━━━ Supplied data ━━━

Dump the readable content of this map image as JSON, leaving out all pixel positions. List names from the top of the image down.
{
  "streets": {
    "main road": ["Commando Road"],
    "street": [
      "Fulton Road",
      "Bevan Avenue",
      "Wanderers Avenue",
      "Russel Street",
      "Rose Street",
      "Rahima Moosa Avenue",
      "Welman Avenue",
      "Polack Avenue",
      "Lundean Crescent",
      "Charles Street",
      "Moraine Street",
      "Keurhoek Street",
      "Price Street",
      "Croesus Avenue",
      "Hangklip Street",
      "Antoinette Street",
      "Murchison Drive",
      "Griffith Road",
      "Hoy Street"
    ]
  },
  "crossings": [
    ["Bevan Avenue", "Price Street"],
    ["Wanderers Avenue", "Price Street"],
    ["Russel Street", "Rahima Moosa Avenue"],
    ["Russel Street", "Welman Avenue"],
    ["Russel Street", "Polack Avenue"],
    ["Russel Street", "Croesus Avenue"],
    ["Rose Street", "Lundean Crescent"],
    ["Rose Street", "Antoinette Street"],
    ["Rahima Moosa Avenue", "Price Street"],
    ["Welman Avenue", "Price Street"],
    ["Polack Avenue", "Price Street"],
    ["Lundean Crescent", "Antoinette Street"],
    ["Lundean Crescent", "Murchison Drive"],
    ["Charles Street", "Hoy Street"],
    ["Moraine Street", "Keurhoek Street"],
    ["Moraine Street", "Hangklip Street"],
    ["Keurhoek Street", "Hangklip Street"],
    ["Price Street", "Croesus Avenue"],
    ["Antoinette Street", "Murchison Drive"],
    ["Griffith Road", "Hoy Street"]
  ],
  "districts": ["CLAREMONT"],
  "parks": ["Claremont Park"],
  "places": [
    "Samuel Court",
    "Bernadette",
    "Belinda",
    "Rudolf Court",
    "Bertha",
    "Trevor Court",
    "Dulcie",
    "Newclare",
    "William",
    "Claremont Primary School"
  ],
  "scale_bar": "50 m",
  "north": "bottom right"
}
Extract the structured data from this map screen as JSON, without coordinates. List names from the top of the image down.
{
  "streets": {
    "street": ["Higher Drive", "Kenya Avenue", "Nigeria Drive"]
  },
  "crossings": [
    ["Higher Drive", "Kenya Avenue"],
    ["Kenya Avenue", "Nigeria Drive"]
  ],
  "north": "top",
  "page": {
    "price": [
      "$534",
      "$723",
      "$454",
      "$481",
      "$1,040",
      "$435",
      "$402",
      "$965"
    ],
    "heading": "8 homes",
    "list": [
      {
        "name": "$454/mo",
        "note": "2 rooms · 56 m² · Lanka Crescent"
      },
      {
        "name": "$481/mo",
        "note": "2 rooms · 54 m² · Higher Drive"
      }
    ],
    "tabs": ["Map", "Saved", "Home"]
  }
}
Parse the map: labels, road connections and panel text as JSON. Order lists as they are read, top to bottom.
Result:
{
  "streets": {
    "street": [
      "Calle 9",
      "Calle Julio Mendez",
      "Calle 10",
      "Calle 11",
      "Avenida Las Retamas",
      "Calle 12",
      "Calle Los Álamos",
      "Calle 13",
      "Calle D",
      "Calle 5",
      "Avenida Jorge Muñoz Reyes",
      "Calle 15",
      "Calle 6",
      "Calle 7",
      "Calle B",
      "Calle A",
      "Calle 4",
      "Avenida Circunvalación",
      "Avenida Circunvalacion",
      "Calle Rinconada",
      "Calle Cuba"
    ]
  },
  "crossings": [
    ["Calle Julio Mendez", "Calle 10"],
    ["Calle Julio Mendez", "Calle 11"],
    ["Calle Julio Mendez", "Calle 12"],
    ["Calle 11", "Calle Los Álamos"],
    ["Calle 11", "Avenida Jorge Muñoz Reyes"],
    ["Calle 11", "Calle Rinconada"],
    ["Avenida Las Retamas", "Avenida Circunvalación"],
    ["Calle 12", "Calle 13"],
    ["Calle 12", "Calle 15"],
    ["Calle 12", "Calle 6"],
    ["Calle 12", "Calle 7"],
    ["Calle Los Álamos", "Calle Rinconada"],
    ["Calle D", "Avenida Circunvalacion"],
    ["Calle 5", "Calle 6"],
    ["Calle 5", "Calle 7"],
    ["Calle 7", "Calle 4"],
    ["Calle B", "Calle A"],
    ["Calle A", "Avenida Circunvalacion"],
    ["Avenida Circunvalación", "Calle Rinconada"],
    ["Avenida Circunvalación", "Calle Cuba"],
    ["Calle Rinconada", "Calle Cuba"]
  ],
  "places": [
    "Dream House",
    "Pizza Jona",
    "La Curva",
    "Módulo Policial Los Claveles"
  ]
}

━━━

Among the entries above, the lines between the ones containing "Extract the structured" and "Parse the map: labels, road", inclusive, are to be transcribed exactly. No other line is to be given.

Answer space:
Extract the structured data from this map screen as JSON, without coordinates. List names from the top of the image down.
{
  "streets": {
    "street": ["Higher Drive", "Kenya Avenue", "Nigeria Drive"]
  },
  "crossings": [
    ["Higher Drive", "Kenya Avenue"],
    ["Kenya Avenue", "Nigeria Drive"]
  ],
  "north": "top",
  "page": {
    "price": [
      "$534",
      "$723",
      "$454",
      "$481",
      "$1,040",
      "$435",
      "$402",
      "$965"
    ],
    "heading": "8 homes",
    "list": [
      {
        "name": "$454/mo",
        "note": "2 rooms · 56 m² · Lanka Crescent"
      },
      {
        "name": "$481/mo",
        "note": "2 rooms · 54 m² · Higher Drive"
      }
    ],
    "tabs": ["Map", "Saved", "Home"]
  }
}
Parse the map: labels, road connections and panel text as JSON. Order lists as they are read, top to bottom.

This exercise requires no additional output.